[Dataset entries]
##########
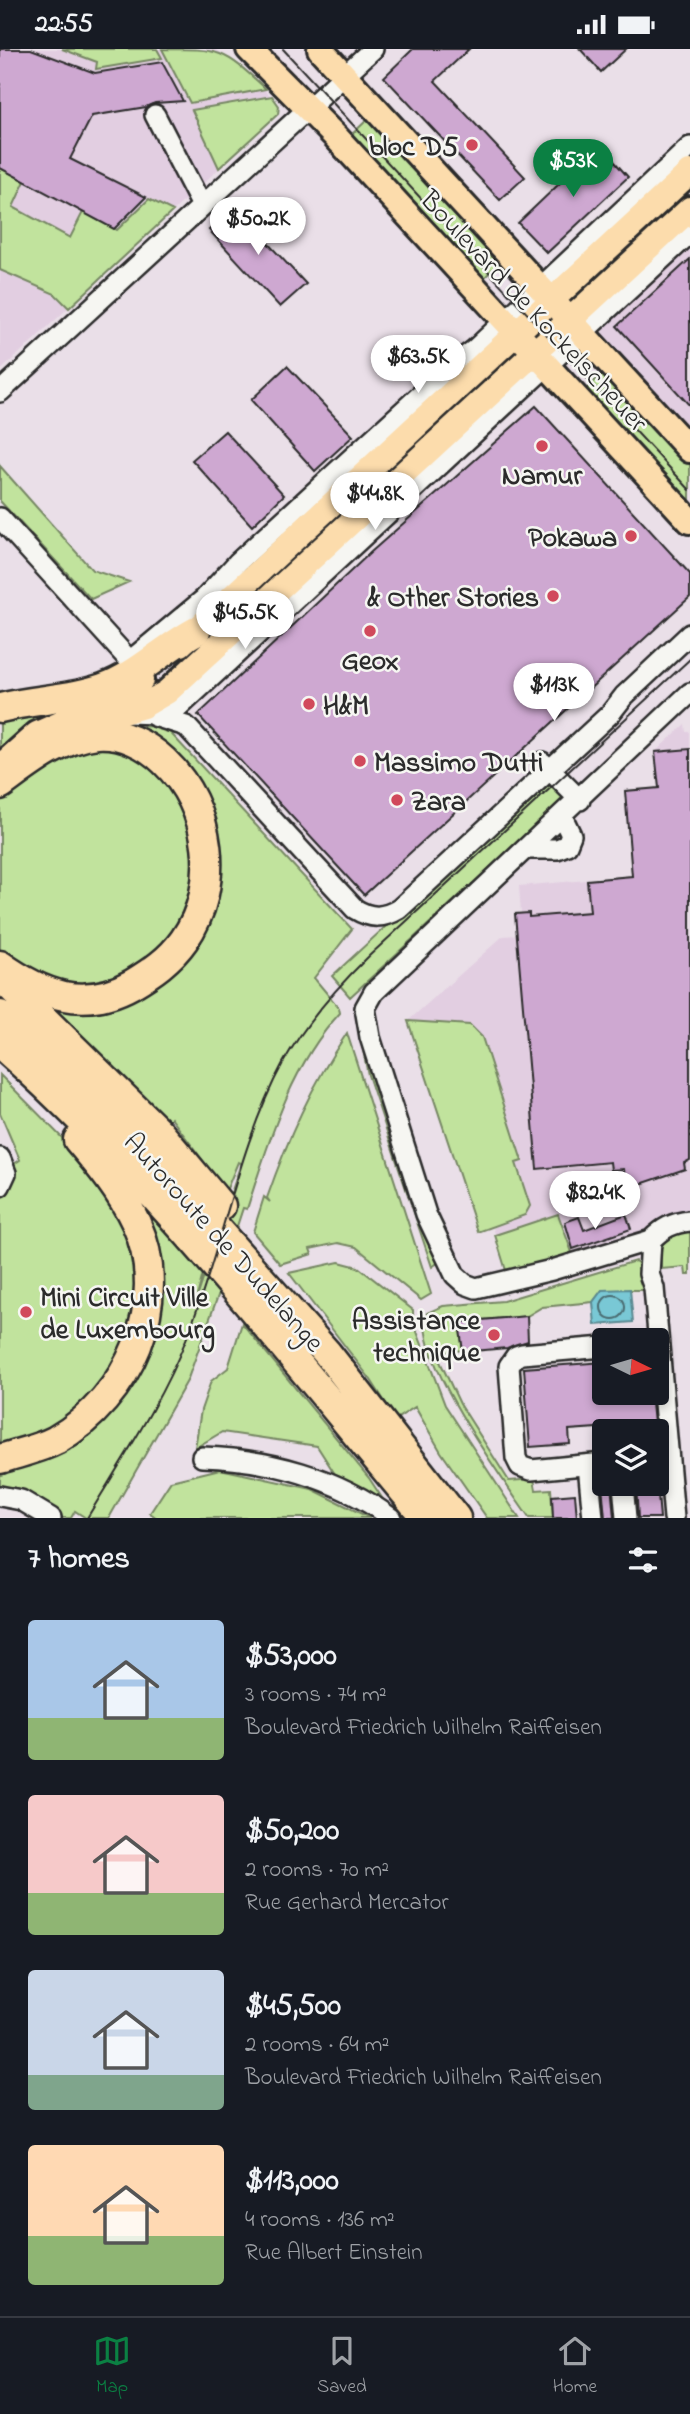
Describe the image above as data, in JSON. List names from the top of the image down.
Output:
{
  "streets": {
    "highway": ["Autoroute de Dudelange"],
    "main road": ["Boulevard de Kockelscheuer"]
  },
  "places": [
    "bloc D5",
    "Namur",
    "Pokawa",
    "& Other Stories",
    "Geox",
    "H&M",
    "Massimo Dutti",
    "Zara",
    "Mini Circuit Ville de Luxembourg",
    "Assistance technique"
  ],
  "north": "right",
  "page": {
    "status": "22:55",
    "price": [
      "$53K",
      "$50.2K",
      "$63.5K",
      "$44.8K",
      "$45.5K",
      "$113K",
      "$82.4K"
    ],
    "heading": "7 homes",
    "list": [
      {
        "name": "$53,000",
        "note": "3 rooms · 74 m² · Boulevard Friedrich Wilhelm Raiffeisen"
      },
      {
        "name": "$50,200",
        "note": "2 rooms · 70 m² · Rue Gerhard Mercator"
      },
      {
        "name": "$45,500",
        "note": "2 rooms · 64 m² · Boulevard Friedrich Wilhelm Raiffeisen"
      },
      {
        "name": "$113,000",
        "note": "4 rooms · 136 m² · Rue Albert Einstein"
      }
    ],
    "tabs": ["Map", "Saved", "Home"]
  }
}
##########
**To do:** Output the records above character for character, but leave each image out.

**Answer box:**
Describe the image above as data, in JSON. List names from the top of the image down.
Output:
{
  "streets": {
    "highway": ["Autoroute de Dudelange"],
    "main road": ["Boulevard de Kockelscheuer"]
  },
  "places": [
    "bloc D5",
    "Namur",
    "Pokawa",
    "& Other Stories",
    "Geox",
    "H&M",
    "Massimo Dutti",
    "Zara",
    "Mini Circuit Ville de Luxembourg",
    "Assistance technique"
  ],
  "north": "right",
  "page": {
    "status": "22:55",
    "price": [
      "$53K",
      "$50.2K",
      "$63.5K",
      "$44.8K",
      "$45.5K",
      "$113K",
      "$82.4K"
    ],
    "heading": "7 homes",
    "list": [
      {
        "name": "$53,000",
        "note": "3 rooms · 74 m² · Boulevard Friedrich Wilhelm Raiffeisen"
      },
      {
        "name": "$50,200",
        "note": "2 rooms · 70 m² · Rue Gerhard Mercator"
      },
      {
        "name": "$45,500",
        "note": "2 rooms · 64 m² · Boulevard Friedrich Wilhelm Raiffeisen"
      },
      {
        "name": "$113,000",
        "note": "4 rooms · 136 m² · Rue Albert Einstein"
      }
    ],
    "tabs": ["Map", "Saved", "Home"]
  }
}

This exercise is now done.